OBJECTIVES: To assess the connection between the volume of injected cement and the vertebral volume measured through a volumetric analysis with a computed tomography (CT scan) in relation to the clinical result and the appearance of a leakage in patients who underwent a percutaneous vertebroplasty after an osteoporotic fracture. MATERIALS AND METHODS: A prospective study of 27 patients (18 female-9 male) with an average age of 69 years old (50-81), and with a one-year follow-up. The study group presented 41 vertebrae with osteoporotic fractures that were treated with a percutaneous vertebroplasty with a bilateral transpedicular approach. The volume of injected cement was registered in each procedure and it was assessed together with the spinal volume measured through a volumetric analysis with CT scans. The percentage of the spinal filler was calculated. The appearance of cement leakage was proved by means of a simple radiography and a postoperative CT scan in all the cases. The leaks were classified according to the location in relation to the vertebral body (posterior, lateral, anterior and in the disc), and the significance (minor: smaller than the largest diameter of the pedicle; moderate: larger than the pedicle but smaller than the height of the vertebra; major: larger than the height of the vertebra).
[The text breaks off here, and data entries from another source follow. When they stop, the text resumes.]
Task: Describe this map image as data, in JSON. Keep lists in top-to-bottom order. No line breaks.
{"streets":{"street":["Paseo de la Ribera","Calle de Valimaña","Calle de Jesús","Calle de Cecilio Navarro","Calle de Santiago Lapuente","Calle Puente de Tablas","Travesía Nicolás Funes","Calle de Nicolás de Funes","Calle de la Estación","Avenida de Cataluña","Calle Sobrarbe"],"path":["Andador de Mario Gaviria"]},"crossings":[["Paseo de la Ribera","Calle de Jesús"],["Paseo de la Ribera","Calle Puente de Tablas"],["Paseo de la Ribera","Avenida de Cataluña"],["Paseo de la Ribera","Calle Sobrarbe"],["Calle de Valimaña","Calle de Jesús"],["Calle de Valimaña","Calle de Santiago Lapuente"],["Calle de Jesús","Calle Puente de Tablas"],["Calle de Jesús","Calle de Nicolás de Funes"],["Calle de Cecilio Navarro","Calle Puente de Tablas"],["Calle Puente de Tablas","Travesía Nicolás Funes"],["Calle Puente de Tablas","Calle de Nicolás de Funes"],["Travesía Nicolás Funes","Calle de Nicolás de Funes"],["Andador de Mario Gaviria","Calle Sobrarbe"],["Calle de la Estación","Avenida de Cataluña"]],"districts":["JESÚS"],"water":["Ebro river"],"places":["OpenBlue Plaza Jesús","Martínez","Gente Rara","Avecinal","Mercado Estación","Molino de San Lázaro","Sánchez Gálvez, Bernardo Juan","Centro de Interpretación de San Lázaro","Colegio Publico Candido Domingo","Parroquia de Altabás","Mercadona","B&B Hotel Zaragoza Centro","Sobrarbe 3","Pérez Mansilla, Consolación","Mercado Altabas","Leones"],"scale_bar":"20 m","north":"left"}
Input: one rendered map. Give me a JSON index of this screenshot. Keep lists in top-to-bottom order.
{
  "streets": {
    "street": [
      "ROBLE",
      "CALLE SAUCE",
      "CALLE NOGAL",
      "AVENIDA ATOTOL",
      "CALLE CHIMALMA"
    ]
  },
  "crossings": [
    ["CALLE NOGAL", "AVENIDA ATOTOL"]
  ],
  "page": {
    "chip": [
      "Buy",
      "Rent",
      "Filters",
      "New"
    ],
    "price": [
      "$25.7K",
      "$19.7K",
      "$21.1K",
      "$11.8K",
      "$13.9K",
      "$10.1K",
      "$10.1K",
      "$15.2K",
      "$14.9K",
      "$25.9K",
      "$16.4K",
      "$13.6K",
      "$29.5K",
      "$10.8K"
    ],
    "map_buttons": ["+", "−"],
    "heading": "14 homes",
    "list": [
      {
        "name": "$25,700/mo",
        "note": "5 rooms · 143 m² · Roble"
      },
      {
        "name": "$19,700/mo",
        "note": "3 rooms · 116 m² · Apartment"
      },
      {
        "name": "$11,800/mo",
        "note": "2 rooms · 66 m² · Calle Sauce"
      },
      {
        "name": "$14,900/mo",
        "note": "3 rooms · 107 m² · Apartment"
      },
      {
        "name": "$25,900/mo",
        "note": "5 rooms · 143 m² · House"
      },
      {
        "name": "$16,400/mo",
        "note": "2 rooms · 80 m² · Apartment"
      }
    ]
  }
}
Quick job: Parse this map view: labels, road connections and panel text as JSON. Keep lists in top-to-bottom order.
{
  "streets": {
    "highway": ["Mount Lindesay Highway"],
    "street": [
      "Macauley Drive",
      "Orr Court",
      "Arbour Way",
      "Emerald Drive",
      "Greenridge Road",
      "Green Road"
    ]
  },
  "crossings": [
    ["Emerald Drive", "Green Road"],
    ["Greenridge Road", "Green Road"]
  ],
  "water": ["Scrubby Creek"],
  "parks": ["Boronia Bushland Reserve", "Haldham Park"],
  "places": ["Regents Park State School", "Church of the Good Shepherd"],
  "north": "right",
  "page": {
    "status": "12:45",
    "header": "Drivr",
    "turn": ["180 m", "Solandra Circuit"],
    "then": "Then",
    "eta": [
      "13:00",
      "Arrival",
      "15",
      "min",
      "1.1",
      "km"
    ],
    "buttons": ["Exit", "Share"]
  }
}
RESULTS: The average vertebra volume was 26.1 cc, the average volume of the injected cement was 2.0 cc and the percentage of the average filler was 9%. A total of 15 leaks in 41 vertebrae appeared (37%). The leaks were posterior in 2 vertebrae, vascular in 8 and into the disc in 5 vertebrae. They were deemed as minor in 12 cases, moderate in 1 and major in 2 cases. The preoperative assessment of the pain was as it follows: VAS (8) and Oswestry (67%). The cessation of pain was immediate after a year with the following postoperative results: VAS (1.7) and Oswestry (19%). The only complication was the temporary neuritis with a spontaneous resolution. CONCLUSIONS: The injection of small amounts of cement, lower than the ones referred to by literary sources, obtains clinical results similar to the ones obtained by injecting higher amounts and it reduces the number of cement leaks and further complications.